As a mom of four sons I watch more than my fair share of sports analysis shows. First I heard that Tebow wasn’t good enough to make it in the NFL, so the talking heads said. Then game by game, pass by pass, Tim Tebow and his Denver Broncos have soared against the odds culminating with Sunday night’s spectacular overtime pass, Demaryius Thomas run and thrilling win. And what did Tim Tebow do? He thanked God. He knelt down on one knee in a stance that is well known by football fans, and for a few seconds he thanked God. Short, sweet and effective. Afterward the talking heads made fun of him by mimicking the gesture. How disappointing.
Every day we Catholic parents engage in a high stakes tug-of-war. Seizing one side of the rope, Satan grasps the other and yanks so hard he knocks parents down in his attempt to capture the most precious of all prizes: our children’s souls.
Remember when our kids cuddled and cooed, and the only thing they drank was milk? Remember when our word and our world were good enough for them? What we parents said was gospel. A furrowed brow or raised eyebrow telegraphed a fall from grace. Smart toddlers changed their tune or endured the consequence. A five minute time-out perhaps, then all was good again. A fresh start. Smiling parents. Happy children. Life was simple living among Teenage Mutant Ninja Turtles and Barney.
And then the little darlings did the unthinkable: They grew up, found new playmates, and questioned authority – our authority. Suddenly their peers knew more than we did; the tug-of-war was on. Once our children entered school we Catholic moms and dads struggled against everything that attracted our children like magnets. In place of parents, teachers became the child’s authority for the better part of every day. One teacher to 20 or more kids. One teacher against the forces that work to weaken our children.

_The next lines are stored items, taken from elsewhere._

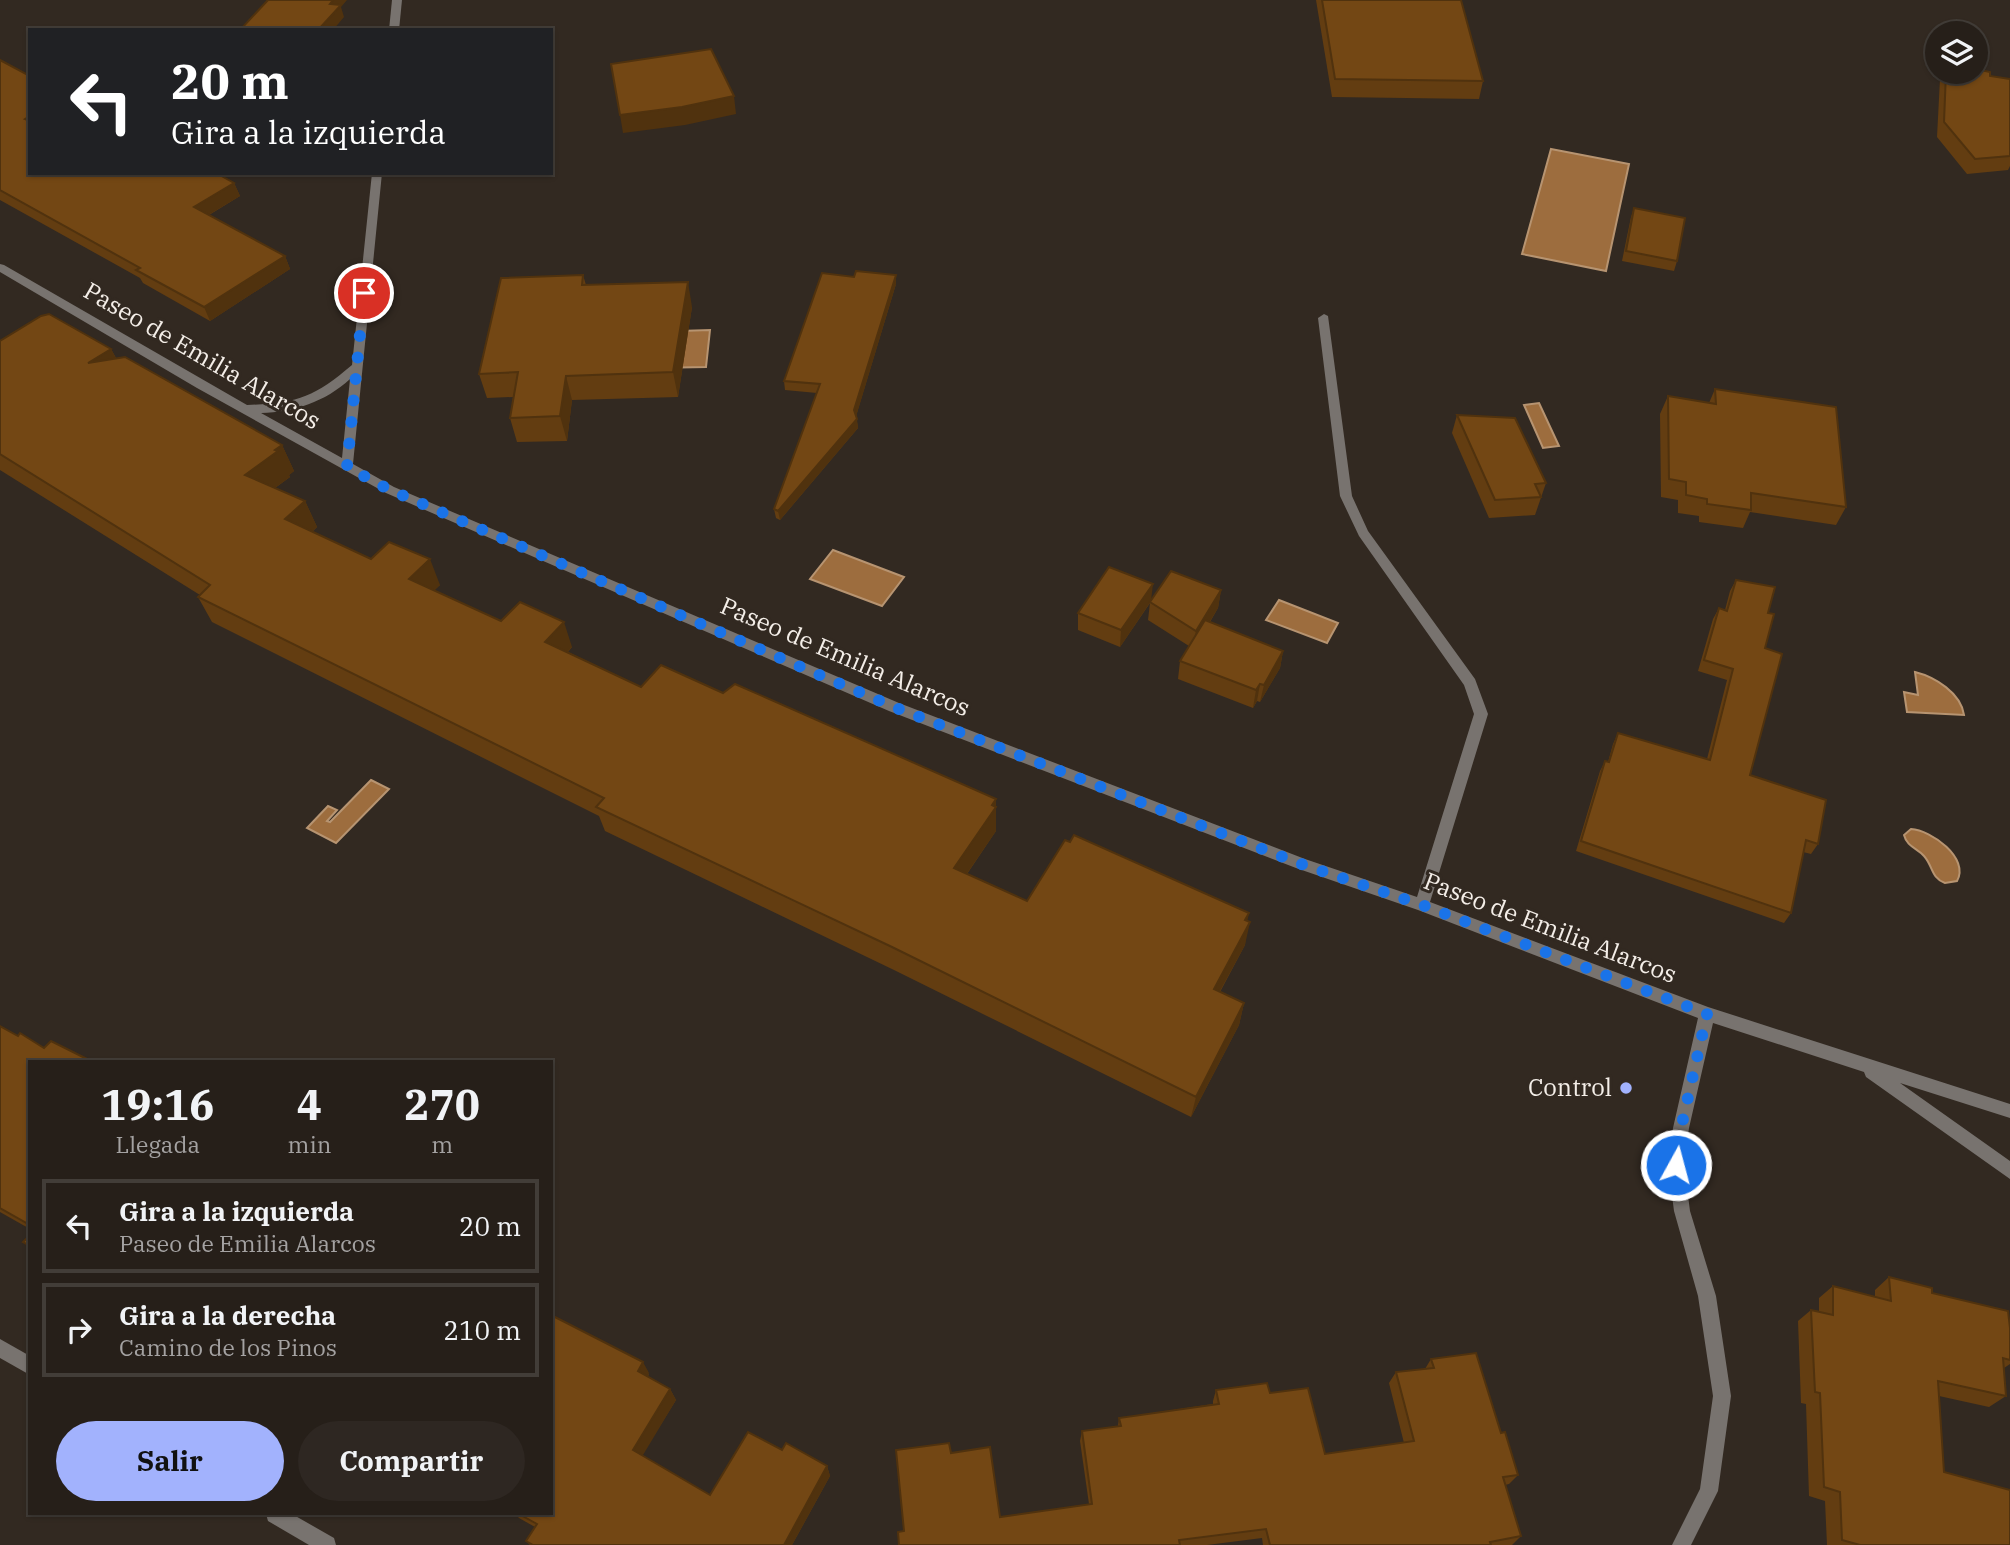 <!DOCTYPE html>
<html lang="es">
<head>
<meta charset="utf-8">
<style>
  :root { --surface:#261f19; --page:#2e2722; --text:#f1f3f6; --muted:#a4a2a2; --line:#423d38; --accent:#a2b2fd }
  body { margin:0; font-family:"IBM Plex Serif",serif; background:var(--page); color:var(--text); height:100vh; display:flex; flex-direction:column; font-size:26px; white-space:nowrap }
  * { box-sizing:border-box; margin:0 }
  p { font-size:23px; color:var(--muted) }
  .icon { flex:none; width:38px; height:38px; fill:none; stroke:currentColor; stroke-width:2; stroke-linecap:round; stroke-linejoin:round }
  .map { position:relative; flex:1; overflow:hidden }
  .sheet { position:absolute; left:28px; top:1060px; width:525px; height:455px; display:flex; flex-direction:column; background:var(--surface); border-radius:0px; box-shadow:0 2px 5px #0004,0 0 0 2px var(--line) }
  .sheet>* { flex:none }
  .hud { position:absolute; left:28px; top:28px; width:525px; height:147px; border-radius:0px; box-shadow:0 2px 5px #0004,0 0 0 2px var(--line); background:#202124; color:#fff; overflow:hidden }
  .fabs { position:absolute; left:1925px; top:21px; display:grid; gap:14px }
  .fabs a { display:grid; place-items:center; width:63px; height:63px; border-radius:50%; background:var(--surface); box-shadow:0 2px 5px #0004,0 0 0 2px var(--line); font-size:35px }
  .pin { position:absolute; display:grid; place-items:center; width:60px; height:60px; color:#fff; margin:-30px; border:4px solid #fff; border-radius:50%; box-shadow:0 2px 7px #0007 }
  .me { position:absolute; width:77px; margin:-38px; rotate:7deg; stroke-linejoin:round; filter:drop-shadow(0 0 5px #0008) }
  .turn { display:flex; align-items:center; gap:24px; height:147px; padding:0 28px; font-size:32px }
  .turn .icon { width:91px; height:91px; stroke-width:2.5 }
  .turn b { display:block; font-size:49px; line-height:60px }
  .eta { display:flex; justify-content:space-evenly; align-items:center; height:119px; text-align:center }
  .eta b { font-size:42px; font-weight:700; line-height:49px }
  .action { display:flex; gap:14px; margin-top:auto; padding:14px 28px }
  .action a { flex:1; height:80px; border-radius:42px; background:var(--accent); color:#111; font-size:28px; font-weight:700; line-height:80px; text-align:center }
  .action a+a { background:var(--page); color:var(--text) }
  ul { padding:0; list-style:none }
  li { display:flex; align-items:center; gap:21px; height:94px; margin:0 14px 10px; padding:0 14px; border:4px solid var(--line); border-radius:0px }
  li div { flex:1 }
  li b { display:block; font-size:26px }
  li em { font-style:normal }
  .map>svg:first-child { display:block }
</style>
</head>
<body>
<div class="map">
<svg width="2010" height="1545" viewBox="0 0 2010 1545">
  <rect width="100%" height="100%" fill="#322921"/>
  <g fill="#9d6d3e" stroke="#b79471" stroke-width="2">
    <path d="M1551 149 1629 164 1606 271 1522 254Z"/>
    <path d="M710 330 706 367 653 368 679 331Z"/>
    <path d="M1539 403 1559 446 1543 448 1524 405Z"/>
    <path d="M833 550 904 577 882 606 810 579Z"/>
    <path d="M1279 600 1338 623 1327 643 1266 620Z"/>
    <path d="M1915 672C1935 677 1961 693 1964 715L1907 712 1904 692 1918 695Z"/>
    <path d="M371 780 389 789 336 843 307 828 328 806 337 810 327 821 330 822Z"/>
    <path d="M1911 829C1931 830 1970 858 1957 881L1945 883C1931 878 1933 866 1924 856 1917 848 1907 847 1904 835Z"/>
  </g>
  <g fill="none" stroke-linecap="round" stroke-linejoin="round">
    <g fill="#78736f" fill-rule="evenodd">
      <path d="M392 0H402L399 30H389Z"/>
      <path d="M372 173H382L353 464 394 487 899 703 1305 859 1417 897 1474 714 1464 685 1359 536 1340 496 1318 318 1324 314 1328 316 1352 496 1368 531 1475 679 1488 714 1430 902 1708 1007 2010 1104V1118L1900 1083 2010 1161V1179L1866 1077 1864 1072 1713 1023 1689 1128 1684 1165 1690 1211 1716 1296 1731 1396 1718 1491 1691 1545H1672L1700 1489 1713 1396 1698 1296 1674 1211 1668 1165 1673 1128 1698 1018 1418 910 1296 868 889 711 386 493 197 388 0 272V264L4 265 247 405C297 403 313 398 352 365ZM350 379 342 458 261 413C294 412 325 402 350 379Z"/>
      <path d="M0 1339 30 1356V1375L0 1358Z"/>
      <path d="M266 1514H292L334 1538 336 1545H309L268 1521Z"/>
    </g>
  </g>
  <g fill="#633d11">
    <path d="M1316 0H1461L1483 81 1479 99 1332 97Z"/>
    <path d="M0 60 30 173 234 183 240 196 209 215 285 256 290 269 210 321 143 283 140 278 0 200Z"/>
    <path d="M1943 72H1976L1990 76 2010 79V166L2008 170 1967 174 1937 137 1940 79Z"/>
    <path d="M1634 208 1677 261 1674 271 1622 261 1631 217Z"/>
    <path d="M583 275 586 285 692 307 678 397 572 400 567 441 517 442 510 418 513 397 487 398 479 374Z"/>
    <path d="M896 284 856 416 858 428 780 520 776 518 774 509 817 393 785 390 784 381Z"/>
    <path d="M0 341 111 349 116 358 282 445 294 471 289 475 290 477 275 488 305 501 317 527 312 532 371 559 440 585 434 590 501 621 572 647 568 652 641 687 723 693 996 799V831L967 874 1027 901 1247 921 1245 945 1220 992 1244 1003 1239 1025 1191 1117 894 970 605 831 599 816 212 622 198 597 200 595 0 470Z"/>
    <path d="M1715 389 1846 507 1836 525 1750 512 1743 528 1699 522V516L1678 513V500L1661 497 1660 414 1668 396 1709 403Z"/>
    <path d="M1457 415 1546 483 1535 515 1489 518 1452 433Z"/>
    <path d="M1736 580 1768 613 1750 775 1818 844 1811 854 1803 852 1791 913 1784 923 1576 851 1600 771 1605 761 1608 762 1613 744 1618 733 1707 759 1727 680 1698 671 1713 619 1719 608 1725 610 1730 591Z"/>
    <path d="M1221 590 1218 608 1210 622 1283 651 1280 668 1260 702 1257 701 1253 708 1178 679 1180 661 1189 646 1148 620 1150 603 1120 647 1078 630V613Z"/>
    <path d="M0 1026 30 1062V1229L0 1212Z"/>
    <path d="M1889 1277 1932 1293 2010 1328V1364L2004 1368 2006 1396 1989 1407 1939 1396 1944 1472 2010 1545H1827L1825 1501 1809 1496 1806 1404 1801 1403 1798 1321 1811 1310 1819 1311V1298L1833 1286 1875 1297V1290Z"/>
    <path d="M1431 1359 1501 1433 1518 1475 1509 1484 1505 1485 1521 1536 1512 1545H1263L1262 1538 1207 1545H899L904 1531 951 1453 1000 1517 1089 1504 1080 1441 1082 1431 1118 1426 1119 1418 1213 1404V1401L1216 1390 1270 1393 1325 1454 1404 1443 1389 1383 1396 1372 1425 1369Z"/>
    <path d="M649 1373 648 1377 670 1389 676 1400 642 1455 710 1495 782 1450 827 1466 830 1476 792 1545H530L526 1541 535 1527 519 1518 515 1514H551Z"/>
  </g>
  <g fill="#50320e">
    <path d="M333 0H347L341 7 344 17 333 30H318L330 4Z"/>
    <path d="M734 96 736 114 685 125 623 133 620 115Z"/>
    <path d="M234 183 240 196 200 220 194 207Z"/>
    <path d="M285 256 290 269 210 321 204 307Z"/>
    <path d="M896 275V284L855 420 854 410Z"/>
    <path d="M688 282 692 307 678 397 673 372Z"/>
    <path d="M111 349 125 375 88 363Z"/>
    <path d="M566 376 572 400 567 441 560 416Z"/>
    <path d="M857 419 858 428 780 520 778 511Z"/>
    <path d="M282 445 294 471 289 475 290 477 257 501 245 475Z"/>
    <path d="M305 501 317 527 297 545 285 519Z"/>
    <path d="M430 559 440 585 420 605 409 579Z"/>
    <path d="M1153 584 1151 601 1120 647 1121 630Z"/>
    <path d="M1221 590 1218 608 1193 649 1196 631Z"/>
    <path d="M564 622 572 647 554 667 545 642Z"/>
    <path d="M1283 651 1280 668 1260 702 1264 685Z"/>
    <path d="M1260 684 1257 701 1253 708 1256 690Z"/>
    <path d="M996 799V831L955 891 954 868Z"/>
    <path d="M1249 913 1245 932 1250 922 1245 945 1209 1011 1214 989 1245 920Z"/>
    <path d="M1244 1003 1239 1025 1191 1117 1196 1097Z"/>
    <path d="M643 1362 649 1373 644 1382 638 1371Z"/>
    <path d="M670 1389 676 1400 640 1460 633 1450Z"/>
    <path d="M827 1466 830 1476 792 1545H784Z"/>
  </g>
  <g fill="#734714" stroke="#50320e" stroke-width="2">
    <path d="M268 0H333L330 4 341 5 318 30H240Z"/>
    <path d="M1322 0H1461L1483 81 1335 79Z"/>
    <path d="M711 49 734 96 682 107 620 115 611 64Z"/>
    <path d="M0 60 30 76V116L25 119 30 121V173H216L234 183 194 207 285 256 204 307 136 270 140 268 0 190Z"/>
    <path d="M1976 69 1990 72V76L2010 79V156L1975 159 1944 122 1946 72H1976Z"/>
    <path d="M1634 208 1685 218 1677 261 1626 251Z"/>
    <path d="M856 271 896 275 854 410 857 419 778 511 774 509 820 384 784 381 822 273 854 277Z"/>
    <path d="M583 275 582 285 688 282 673 372 566 376 560 416 510 418 518 372 479 374 501 278Z"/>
    <path d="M49 314 111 349 88 363 125 357 282 445 275 450 278 451 245 475 305 501 285 519 371 559 389 542 430 559 409 579 501 621 520 602 564 622 545 642 641 687 661 665 723 693 735 684 996 799 992 805 996 807 954 868 1027 901 1065 840 1070 842 1074 835 1249 913 1245 920 1250 922 1214 989 1244 1003 1196 1097 892 947 596 807 604 798 198 597 210 585 0 454V341L41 316Z"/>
    <path d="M1715 389 1836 407 1846 507 1751 493V510L1707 504V499L1686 495V482L1669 479 1668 396 1716 404Z"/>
    <path d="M1457 415 1515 418 1546 483 1535 484 1541 497 1495 500Z"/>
    <path d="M1109 567 1153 584 1121 630 1078 613Z"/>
    <path d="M1171 571 1221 590 1196 631 1150 602Z"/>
    <path d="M1736 580 1775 587 1768 613 1774 614 1765 648 1782 654 1750 775 1826 800 1818 844 1806 840 1791 913 1581 841 1605 761 1609 762 1618 733 1710 760 1733 669 1704 660 1719 608 1727 611Z"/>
    <path d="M1205 620 1283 651 1264 685 1260 684 1256 690 1180 661Z"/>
    <path d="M0 1026 18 1036 20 1033 44 1048 51 1041 93 1062H30V1225L0 1208Z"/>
    <path d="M30 1235V1246L23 1242Z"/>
    <path d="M1889 1277 1932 1288V1293L2008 1311 2010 1328V1360L2003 1358 2006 1396 1938 1381 1944 1472 2010 1490V1545H1860L1842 1540 1840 1492 1824 1487 1820 1393 1815 1392 1811 1310 1833 1315V1286L1891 1301Z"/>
    <path d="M551 1315 643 1362 638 1371 670 1389 633 1450 710 1495 748 1432 782 1450 786 1443 827 1466 784 1545H785H533L526 1541 537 1524 519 1514H551Z"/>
    <path d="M1476 1353 1501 1433 1505 1432 1518 1475 1503 1477 1521 1536 1490 1542 1491 1545H1270L1266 1529 1179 1540 1180 1545H899L898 1532 904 1531 896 1450 949 1443 951 1453 990 1447 1000 1517 1092 1504 1082 1431 1121 1426 1119 1418 1219 1404 1216 1390 1267 1383 1270 1393 1308 1388 1325 1454 1414 1441 1396 1372 1434 1368 1431 1359Z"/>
  </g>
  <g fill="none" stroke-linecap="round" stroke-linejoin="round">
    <path stroke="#1a73e8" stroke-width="12" stroke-dasharray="0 21.6" d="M364 293 347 467 390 490 894 707 1301 864 1422 905 1707 1014 1681 1128 1676 1165"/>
  </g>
  <circle fill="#a2b2fd" stroke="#322921" stroke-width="2.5" cx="1626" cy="1088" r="7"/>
  <g text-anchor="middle" stroke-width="6" stroke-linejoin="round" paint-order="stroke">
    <g font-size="24" fill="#f4eee8" stroke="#322921">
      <text transform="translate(202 356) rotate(30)" y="8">Paseo de Emilia Alarcos</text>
      <text transform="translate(845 657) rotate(23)" y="8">Paseo de Emilia Alarcos</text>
      <text transform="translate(1550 928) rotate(21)" y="8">Paseo de Emilia Alarcos</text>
    </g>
    <g font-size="24" fill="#f4eee8" stroke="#322921" text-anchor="end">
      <text x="1612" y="1096">Control</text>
    </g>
  </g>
</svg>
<div class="fabs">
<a><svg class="icon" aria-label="layers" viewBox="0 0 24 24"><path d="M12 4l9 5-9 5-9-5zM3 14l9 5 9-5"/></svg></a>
</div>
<div class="pin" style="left:364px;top:293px;background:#d93025"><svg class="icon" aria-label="arrive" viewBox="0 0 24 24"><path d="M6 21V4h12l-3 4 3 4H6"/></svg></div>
<svg class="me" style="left:1676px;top:1165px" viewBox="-20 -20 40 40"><circle r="17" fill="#1a73e8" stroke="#fff" stroke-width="3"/><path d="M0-11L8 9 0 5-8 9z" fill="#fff"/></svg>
<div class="hud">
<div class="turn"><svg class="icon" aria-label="left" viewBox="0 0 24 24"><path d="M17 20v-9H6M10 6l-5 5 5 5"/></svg><div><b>20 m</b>Gira a la izquierda</div></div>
</div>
<section class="sheet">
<div class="eta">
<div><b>19:16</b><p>Llegada</p></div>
<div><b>4</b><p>min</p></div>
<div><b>270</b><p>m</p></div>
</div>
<ul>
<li><svg class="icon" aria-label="left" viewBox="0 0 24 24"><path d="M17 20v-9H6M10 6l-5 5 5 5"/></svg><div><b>Gira a la izquierda</b><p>Paseo de Emilia Alarcos</p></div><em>20 m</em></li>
<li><svg class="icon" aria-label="right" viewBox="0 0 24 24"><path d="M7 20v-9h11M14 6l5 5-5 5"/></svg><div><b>Gira a la derecha</b><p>Camino de los Pinos</p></div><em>210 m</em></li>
</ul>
<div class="action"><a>Salir</a><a>Compartir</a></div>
</section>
</div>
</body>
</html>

We did our best to console, to rationalize, to point out all the wonderful parts of their day, but we began to lose ground. In tug-of-war one finds it much wiser to let out just a bit of rope a little at a time rather than allow the rope to be pulled with one great tug from our hands because once the rope is gone, it’s gone. Pulling firmly and consistently molds the child and eliminates rope burn on both ends.
So we tried. Oh, how we tried. We hung on tight reassuring our young ones, wiping tears, advising against the bully, the snob and that truly horrible child every classroom seemed to contain. We did our best. To Whom did we run when the pressure felt too great? God, always God. And He infused us with His strength to combat that peer pressure our children were battling each day. I wonder how many times Tim Tebow has turned to God in times of despair as the national spotlight shone down on him? Some people watch Tebow hoping he will fail. These disgruntled ones just don’t get it. Success and a deep faith in God are just too much for some people to handle. They’ve lost their own end of the rope which connects them to God. But Tebow hasn’t given in to peer pressure. And he sure hasn’t failed.
Before we knew it our own kids were in middle school. Mario saving the princess made way for Call of Duty soldiers murdering each other in every conceivable horrific manner. “But Mom, everyone plays it. It’s just a game.” No. Tag is a game. Parcheesi is a game. Systematically shooting, stabbing and blowing up people is not a game. This was a violent tug of the rope. Smart parents threw the game away. Smarter parents never bought it. Really dumb ones drove their children to the video store at midnight whenever each newer, more disgusting edition was released. And those silly children who thought they had won a major triumph succeeded in losing more of their innocence as Satan gained a firmer foothold.
Life hurled at us at warp speed. The more children we had the faster life sped by us. Hardly having time to breathe, we clutched valiantly to our children’s lifelines. We read to them. We sang to them. We listened to what our children were saying even when they weren’t saying much. We racked our parental brains to think up wholesome activities. Picnics, playing cards, taking a walk with a child one-on-one all broadcast a most important message: You are special to me and I love you so much that I choose to spend my time with you. On those days Satan lost ground.
During last night’s Broncos’ win Satan also lost ground. Thank God for Tim Tebow and his very public, yet simple expression of gratitude to the One Who got him there and keeps him there. Something of which I am sure, win or lose in Saturday’s upcoming game against the Patriots, Tebow will be thanking God. He’s just that kind of guy – a great example for our children. Good luck in Saturday’s upcoming game, Mr. Tebow. We’ll all be watching.